Nella dimensione psichica che struttura la maggior parte degli umani, la mancanza di lavoro, inteso come attività socialmente utile e riconosciuta attraverso la "giusta mercede", lede nel profondo la dignità dell'uomo in quanto lo priva del suo essere homo faber, l'uomo che agisce, collocandolo invece in un mondo oggettuale con il quale l'uomo non riesce più a relazionarsi, ridotto egli stesso a oggetto tra oggetti. Creiamo sempre di più un mondo popolati da oggetti e perdiamo il colloquio.

"Abbiamo finito per perdere di vista il lavoro necessario a produrre le merci e finiamo per ridurle ad aggregati di simboli? Si è talmente oscurata la percezione delle merci come lavoro cristallizzato, frutto dell'ingegnosità, della fatica e spesso, dello sfruttamento di innumerevoli uomini, donne e ragazzi, da dimenticare che il lavoro trasforma non solo ciò a cui si applica, ma anche chi lavora? Considerato nella lunga durata, il lavoro è realmente passato da maledizione biblica, espiazione della colpa commessa nell'Eden a segno calvinista della salvezza, e da emblema della dignità e dell'"auto-emancipazione dell'uomo" a penoso e noioso strumento di sopravvivenza?" (R. Bodei "La vita delle cose").

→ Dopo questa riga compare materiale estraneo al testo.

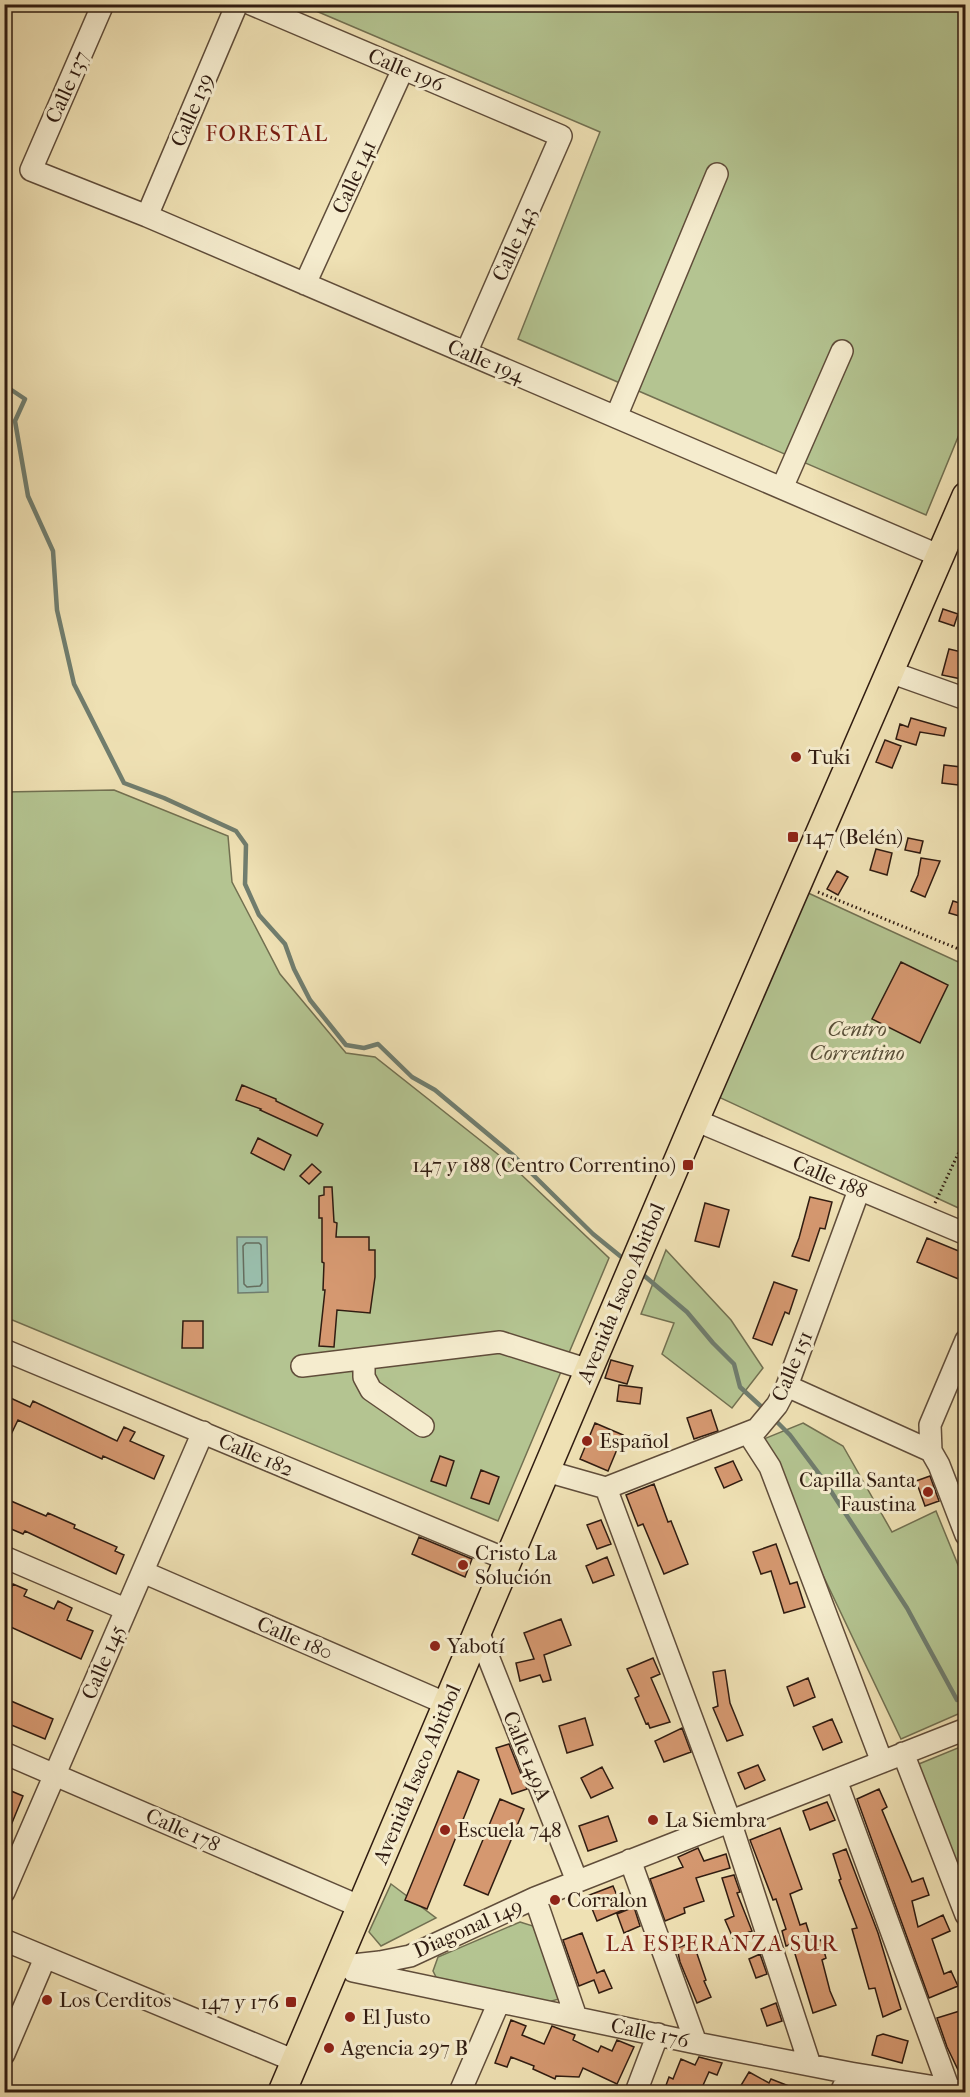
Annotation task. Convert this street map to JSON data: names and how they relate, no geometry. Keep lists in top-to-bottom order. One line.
{"streets":{"main road":["Avenida Isaco Abitbol"],"street":["Calle 196","Calle 137","Calle 139","Calle 141","Calle 143","Calle 194","Calle 188","Calle 151","Calle 182","Calle 180","Calle 145","Calle 149A","Calle 178","Diagonal 149","Calle 176"]},"crossings":[["Calle 196","Calle 141"],["Calle 196","Calle 143"],["Calle 137","Calle 194"],["Calle 139","Calle 194"],["Calle 141","Calle 194"],["Calle 143","Calle 194"],["Calle 194","Avenida Isaco Abitbol"],["Calle 188","Avenida Isaco Abitbol"],["Calle 188","Calle 151"],["Avenida Isaco Abitbol","Calle 182"],["Avenida Isaco Abitbol","Calle 180"],["Avenida Isaco Abitbol","Calle 149A"],["Avenida Isaco Abitbol","Calle 178"],["Avenida Isaco Abitbol","Diagonal 149"],["Avenida Isaco Abitbol","Calle 176"],["Calle 182","Calle 145"],["Calle 180","Calle 145"],["Calle 145","Calle 178"],["Calle 149A","Diagonal 149"],["Diagonal 149","Calle 176"]],"districts":["FORESTAL","LA ESPERANZA SUR"],"parks":["Centro Correntino"],"places":{"other":["Tuki","Español","Capilla Santa Faustina","Cristo La Solución","Yabotí","La Siembra","Escuela 748","Corralon","Los Cerditos","El Justo","Agencia 297 B"],"transit":["147 (Belén)","147 y 188 (Centro Correntino)","147 y 176"]}}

Per l'uomo il lavoro è simbolo di trasformazione ed egli, incarnando Efesto, può trasformare le materie prime in prodotti finiti, la sua intelligenza in tecnica intelligente; può creare mondi, ricchezza. Proiettato in una esistenza caotica, l'impossibilità e o incapacità di fare alcunché blocca il suo esistere e minaccia in maniera assai preoccupante la sua soggettività perché non lavorare è non creare, è non vivere. Il mondo dell' oggetto si espande a discapito del soggetto che sappia riconoscergli il senso.
Il lavoro scandisce il tempo dell'uomo, la sua progettualità.
Ora, riflettendo sul lavoro ci accostiamo alla filosofia profonda di Heidegger il quale vedeva nel tempo e nella storia l'accadere dell'essere attraverso l'esserci dell'uomo.

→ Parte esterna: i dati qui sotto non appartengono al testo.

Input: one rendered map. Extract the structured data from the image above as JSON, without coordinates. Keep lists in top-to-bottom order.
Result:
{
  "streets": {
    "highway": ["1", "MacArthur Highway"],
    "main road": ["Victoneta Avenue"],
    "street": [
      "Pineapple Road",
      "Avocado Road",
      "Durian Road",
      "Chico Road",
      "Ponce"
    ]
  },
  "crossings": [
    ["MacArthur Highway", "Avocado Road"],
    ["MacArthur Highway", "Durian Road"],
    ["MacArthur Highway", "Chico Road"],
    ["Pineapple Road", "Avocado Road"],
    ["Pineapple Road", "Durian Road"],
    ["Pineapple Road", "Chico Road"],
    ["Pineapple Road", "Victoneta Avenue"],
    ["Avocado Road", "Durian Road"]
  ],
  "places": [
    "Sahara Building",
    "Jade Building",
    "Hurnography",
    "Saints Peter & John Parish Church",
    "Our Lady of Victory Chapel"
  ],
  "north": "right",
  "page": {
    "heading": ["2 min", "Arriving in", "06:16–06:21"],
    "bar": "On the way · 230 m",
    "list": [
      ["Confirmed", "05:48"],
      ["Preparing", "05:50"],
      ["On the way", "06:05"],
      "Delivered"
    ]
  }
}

Il tempo si scandisce anche nell'accadere e nel concretizzarsi di un progetto che da pura idea diventa fruibile esperienza, nello svolgersi di un processo che ha un suo mezzo e un suo fine nel mondo del sensibile.
Il lavoro è il processo attraverso cui l'uomo diventa demiurgo del suo mondo e può concretizzare nuovi mondi. L'uomo attraverso il suo lavoro fa esperienza della dimensione delle idee ed esperienza del passaggio dalle idee al concreto. Egli può assistere attraverso il lavoro alla dinamica dell'esistenza stessa e amplificarla sempre di più.
Questo potere rende inevitabilmente l'uomo responsabile assoluto del suo operare, del suo fine come dei suoi mezzi.
Nel nostro fare permettiamo all'essere di accadere e diventiamo "pastori dell'essere".

L'essere umano ha instaurato oggi un rapporto negativo con il lavoro e, incapace di mantenersi in uno stato soggettivo rispetto agli strumenti, è diventato oggetto dello strumento stesso.
Forse, riappropriandoci del significato profondo che il fare, il lavorare, il progettare, il concretizzare, portano intrinsecamente in loro stessi, affrancandoci dalla interpretazione cristiana che vede il lavoro come punizione divina, forse, ripeto, potremmo liberarci sia dal concetto di lavoro inteso come alienazione che dal concetto e dalla percezione del lavoro inteso come mero prodotto del capitalismo cieco e corrotto.